Afyonkarahisar’ın Bolvadin ilçesinde dünyaya gelen Hatice Güneş’in yaşamı, zorluklarla örülü bir çocuklukla başladı. 1973 doğumlu Güneş, henüz 5 yaşındayken annesini, 7 yaşındayken ise babasını kaybetti. Öksüz kalan Hatice ve kardeşi, anneannelerinin yanında büyüdü. Okul hayatında son derece başarılıydı; ortaokulu bitirdiğinde aldığı puanlarla sağlık meslek lisesi ve askeri liseleri kazanabilecek durumdaydı. Ancak hayat ona farklı bir yol çizdi. “Yalnızsın” denilerek 14 yaşında evlendirildi ve çocuk gelin olarak eğitiminden koparıldı.
İğne Oyası Satarak Girdiği Sınav Hayatını Değiştirdi
Evliliğinin ardından 13 yıl geçti. Bu süreçte iki çocuk annesi olan Hatice Güneş, 1999’da yayımlanan bir memuriyet sınavı ilanıyla hayatını yeniden şekillendirme fırsatı buldu. Ortaokul mezunlarının da başvurabildiği sınava katılmak için el işi iğne oyaları yapıp satarak sınav ücretini karşıladı. Girdiği sınavdan 94 puan alarak Türkiye 195’incisi oldu ve Afyon Bolvadin Adalet Meslek Lisesi’ne hizmetli olarak atandı.
Bu iş ona yalnızca güvenli bir gelir değil, yıllar önce yarım kalan eğitimine geri dönme cesaretini de verdi.

Açık Lisede Başlayan Yolculuk Üniversiteye Uzandı
Hem çalışıp hem okuyan Güneş, açık liseyi 2,5 yılda bitirdi. Ardından yoğun bir çalışma disiplini ile üniversite sınavına hazırlandı. Sözel puan türünde tek yanlış yaparak Selçuk Üniversitesi Türkçe Öğretmenliği Bölümü’ne yerleşti. Bolvadin’den Konya’ya gidip gelerek eğitimine devam etti. Bu süreçte adliyede hizmetli olarak çalışmayı da sürdürdü.
Ancak tam her şey yoluna girmişken, hayat bir kez daha ağır bir sınav sundu.
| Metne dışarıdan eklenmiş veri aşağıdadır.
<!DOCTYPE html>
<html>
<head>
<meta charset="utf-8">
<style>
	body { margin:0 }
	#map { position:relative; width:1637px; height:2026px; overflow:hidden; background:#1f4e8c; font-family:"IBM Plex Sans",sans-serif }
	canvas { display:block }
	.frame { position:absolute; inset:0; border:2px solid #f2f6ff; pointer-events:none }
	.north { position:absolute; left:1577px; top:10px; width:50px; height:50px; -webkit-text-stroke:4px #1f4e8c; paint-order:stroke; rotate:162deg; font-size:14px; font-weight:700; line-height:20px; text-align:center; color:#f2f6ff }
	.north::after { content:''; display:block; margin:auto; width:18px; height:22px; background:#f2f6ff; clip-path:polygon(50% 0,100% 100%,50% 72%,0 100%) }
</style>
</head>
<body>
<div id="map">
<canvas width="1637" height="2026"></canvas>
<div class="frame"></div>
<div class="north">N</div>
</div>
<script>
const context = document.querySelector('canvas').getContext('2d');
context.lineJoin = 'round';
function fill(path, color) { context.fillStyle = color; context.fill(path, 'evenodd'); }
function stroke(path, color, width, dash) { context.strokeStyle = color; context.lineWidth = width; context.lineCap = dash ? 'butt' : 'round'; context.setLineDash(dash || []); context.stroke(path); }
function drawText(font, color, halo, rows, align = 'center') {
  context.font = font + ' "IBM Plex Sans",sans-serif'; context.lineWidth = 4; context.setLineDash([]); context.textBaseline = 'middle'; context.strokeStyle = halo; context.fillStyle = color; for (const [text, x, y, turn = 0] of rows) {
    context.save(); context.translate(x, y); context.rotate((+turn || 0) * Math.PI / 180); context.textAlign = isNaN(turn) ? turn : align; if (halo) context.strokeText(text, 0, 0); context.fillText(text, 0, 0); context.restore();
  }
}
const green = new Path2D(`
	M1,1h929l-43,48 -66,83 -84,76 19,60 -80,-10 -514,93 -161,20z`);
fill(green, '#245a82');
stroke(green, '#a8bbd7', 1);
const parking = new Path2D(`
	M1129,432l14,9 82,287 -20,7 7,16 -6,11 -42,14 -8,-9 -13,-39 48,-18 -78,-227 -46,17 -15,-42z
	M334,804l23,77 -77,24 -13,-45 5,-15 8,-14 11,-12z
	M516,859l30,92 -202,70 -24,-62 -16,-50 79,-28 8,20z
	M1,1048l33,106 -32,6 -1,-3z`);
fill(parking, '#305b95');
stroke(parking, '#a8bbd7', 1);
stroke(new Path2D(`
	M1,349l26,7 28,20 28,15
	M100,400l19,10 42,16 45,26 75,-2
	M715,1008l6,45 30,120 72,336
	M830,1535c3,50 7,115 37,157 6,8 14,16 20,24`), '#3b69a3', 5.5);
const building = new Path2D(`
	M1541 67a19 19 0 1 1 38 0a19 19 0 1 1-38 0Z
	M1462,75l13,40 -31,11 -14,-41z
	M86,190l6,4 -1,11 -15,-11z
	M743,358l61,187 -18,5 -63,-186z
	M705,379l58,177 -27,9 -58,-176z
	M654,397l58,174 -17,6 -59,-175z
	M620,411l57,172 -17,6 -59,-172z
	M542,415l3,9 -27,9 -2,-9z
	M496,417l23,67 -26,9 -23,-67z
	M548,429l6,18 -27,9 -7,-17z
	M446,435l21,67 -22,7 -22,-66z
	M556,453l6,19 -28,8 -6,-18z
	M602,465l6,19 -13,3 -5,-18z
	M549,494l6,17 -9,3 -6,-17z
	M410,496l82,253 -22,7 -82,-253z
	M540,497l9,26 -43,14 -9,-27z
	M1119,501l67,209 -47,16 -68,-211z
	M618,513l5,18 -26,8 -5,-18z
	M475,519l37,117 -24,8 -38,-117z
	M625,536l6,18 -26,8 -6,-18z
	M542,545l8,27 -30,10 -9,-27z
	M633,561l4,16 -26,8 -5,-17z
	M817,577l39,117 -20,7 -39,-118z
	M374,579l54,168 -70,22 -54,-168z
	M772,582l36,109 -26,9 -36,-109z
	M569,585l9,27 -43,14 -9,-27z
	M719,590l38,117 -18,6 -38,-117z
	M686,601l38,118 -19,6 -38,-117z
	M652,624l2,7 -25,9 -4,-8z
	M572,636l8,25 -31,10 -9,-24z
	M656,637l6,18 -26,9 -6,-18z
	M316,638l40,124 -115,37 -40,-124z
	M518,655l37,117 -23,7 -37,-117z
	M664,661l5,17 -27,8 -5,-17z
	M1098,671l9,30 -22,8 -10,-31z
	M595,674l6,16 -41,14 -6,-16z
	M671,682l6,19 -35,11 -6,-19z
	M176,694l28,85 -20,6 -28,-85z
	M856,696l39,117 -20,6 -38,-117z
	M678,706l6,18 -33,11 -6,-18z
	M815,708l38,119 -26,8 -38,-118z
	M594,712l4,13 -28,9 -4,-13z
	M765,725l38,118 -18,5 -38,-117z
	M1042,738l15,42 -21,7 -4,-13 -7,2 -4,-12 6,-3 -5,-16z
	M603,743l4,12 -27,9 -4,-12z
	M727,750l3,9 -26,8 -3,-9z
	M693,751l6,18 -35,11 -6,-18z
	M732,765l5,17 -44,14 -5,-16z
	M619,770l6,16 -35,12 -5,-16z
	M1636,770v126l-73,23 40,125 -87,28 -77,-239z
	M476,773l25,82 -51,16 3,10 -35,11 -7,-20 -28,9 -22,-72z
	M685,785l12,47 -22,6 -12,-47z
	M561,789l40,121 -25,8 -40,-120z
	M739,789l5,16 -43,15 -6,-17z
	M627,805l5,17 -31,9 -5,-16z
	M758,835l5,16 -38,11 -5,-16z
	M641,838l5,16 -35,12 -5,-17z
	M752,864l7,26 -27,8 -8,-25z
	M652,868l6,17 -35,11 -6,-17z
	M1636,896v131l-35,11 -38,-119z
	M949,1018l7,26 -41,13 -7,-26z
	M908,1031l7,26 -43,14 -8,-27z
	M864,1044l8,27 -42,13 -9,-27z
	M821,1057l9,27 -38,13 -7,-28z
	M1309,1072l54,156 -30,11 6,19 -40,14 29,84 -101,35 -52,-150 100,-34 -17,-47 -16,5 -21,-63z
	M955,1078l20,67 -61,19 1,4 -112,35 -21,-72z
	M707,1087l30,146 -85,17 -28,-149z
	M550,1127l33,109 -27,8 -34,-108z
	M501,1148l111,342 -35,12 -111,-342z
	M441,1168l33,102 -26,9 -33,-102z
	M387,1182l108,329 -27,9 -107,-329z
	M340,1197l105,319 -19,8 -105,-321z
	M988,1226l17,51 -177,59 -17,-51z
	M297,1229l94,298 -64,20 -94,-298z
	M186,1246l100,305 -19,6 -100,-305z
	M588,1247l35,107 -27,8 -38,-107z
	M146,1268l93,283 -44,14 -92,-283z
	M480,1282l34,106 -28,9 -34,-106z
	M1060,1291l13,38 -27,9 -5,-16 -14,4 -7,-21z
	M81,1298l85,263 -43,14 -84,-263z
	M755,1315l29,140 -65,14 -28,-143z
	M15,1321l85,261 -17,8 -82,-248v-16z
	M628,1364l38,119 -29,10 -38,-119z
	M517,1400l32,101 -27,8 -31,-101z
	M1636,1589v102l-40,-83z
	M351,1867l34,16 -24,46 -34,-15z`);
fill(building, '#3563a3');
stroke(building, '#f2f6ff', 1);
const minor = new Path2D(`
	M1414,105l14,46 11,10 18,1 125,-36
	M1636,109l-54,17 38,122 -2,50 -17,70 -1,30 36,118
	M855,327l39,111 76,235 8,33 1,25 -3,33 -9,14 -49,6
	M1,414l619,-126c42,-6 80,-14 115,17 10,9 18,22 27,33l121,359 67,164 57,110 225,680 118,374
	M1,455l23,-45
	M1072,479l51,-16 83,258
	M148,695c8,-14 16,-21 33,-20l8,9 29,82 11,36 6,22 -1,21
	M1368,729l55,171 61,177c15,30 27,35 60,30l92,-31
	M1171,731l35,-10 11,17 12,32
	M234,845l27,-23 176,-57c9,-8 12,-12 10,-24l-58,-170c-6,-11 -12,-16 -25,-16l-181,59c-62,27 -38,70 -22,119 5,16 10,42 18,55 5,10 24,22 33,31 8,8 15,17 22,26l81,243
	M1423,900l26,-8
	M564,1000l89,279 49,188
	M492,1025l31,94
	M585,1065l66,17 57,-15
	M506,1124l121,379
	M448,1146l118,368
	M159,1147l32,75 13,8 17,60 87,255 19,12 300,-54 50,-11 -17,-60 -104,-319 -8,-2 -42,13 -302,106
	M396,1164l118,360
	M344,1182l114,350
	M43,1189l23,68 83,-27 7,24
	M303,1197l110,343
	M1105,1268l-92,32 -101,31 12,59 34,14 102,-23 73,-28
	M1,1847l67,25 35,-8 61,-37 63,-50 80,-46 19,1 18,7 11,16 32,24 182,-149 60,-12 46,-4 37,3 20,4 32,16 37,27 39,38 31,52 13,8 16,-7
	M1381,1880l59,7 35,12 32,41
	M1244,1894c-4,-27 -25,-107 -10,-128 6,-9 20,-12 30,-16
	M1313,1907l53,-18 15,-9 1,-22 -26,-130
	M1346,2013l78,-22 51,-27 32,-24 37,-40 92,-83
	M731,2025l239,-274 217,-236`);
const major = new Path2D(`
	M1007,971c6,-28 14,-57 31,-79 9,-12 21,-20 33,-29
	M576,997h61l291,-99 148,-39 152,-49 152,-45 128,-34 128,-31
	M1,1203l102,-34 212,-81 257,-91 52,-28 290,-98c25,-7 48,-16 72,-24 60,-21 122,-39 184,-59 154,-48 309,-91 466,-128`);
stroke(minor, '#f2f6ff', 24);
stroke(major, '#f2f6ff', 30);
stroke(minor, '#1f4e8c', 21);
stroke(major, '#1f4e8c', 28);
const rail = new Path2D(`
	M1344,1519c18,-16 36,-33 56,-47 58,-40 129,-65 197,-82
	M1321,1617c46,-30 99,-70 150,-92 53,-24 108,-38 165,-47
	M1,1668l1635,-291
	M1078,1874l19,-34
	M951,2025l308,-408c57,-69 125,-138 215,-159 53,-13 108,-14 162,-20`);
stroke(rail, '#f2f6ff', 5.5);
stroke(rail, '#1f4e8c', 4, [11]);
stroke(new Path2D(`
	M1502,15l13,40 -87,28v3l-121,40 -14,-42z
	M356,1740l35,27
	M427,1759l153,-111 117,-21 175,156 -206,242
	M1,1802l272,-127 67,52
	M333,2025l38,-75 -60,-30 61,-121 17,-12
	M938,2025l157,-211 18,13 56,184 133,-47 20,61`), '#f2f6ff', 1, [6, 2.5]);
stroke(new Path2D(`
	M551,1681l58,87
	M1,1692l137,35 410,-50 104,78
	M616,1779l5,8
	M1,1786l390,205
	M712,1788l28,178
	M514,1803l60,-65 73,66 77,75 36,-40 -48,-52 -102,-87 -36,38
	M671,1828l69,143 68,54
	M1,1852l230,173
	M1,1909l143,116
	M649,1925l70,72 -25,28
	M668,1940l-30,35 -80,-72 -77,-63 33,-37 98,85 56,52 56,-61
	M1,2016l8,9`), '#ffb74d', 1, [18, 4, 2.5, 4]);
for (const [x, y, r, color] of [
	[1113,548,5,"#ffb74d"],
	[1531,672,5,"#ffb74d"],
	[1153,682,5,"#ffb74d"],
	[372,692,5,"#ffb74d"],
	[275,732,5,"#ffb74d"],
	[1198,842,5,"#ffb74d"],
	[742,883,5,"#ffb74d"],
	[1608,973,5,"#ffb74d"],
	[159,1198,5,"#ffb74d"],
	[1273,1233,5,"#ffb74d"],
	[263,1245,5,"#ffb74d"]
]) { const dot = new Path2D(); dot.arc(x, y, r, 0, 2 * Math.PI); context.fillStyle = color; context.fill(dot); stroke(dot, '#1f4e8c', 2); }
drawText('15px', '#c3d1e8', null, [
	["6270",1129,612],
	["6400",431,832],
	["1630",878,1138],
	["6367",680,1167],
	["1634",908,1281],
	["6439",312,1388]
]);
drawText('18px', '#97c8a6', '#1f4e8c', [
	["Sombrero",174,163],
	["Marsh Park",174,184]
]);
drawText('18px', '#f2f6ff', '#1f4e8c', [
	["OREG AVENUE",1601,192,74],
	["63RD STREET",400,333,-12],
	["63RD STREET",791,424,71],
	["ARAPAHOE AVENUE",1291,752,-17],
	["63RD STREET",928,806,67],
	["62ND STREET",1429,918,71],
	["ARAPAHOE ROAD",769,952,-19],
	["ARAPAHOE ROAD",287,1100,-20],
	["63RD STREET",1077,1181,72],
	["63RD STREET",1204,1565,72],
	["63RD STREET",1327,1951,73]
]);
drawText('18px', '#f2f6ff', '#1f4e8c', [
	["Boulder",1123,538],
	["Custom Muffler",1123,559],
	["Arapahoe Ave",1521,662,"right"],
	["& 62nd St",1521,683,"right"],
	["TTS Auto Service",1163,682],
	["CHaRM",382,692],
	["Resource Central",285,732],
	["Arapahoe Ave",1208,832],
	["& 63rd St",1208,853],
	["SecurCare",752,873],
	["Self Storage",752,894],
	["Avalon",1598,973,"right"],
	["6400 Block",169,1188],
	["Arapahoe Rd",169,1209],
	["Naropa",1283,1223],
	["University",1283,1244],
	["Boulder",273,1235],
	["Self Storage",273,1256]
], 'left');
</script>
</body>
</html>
Sağlık memuru olan eşi, tayin aşamasında iken beyin kanseri teşhisi aldı. Hatice Güneş aylarca hem eşinin tedavisiyle ilgilendi hem çocuklarına destek oldu. Eşi 18 aylık zorlu bir tedavi sürecinin ardından 2005 yılında vefat etti.
Kendi Kendine Dil Öğrendi, Doktora Yaptı
Hayatının her döneminde olduğu gibi bu acıdan sonra da pes etmedi. Akademisyen olmayı hedefleyen Güneş, yabancı dil engelini aşmak için kendi kendine çalışarak dil yeterliliği elde etti. Malatya İnönü Üniversitesi’nde doktora eğitimini tamamladı. Ardından akademiye girmek için Türkiye’nin dört bir yanındaki bölümlere özgeçmişini gönderdi.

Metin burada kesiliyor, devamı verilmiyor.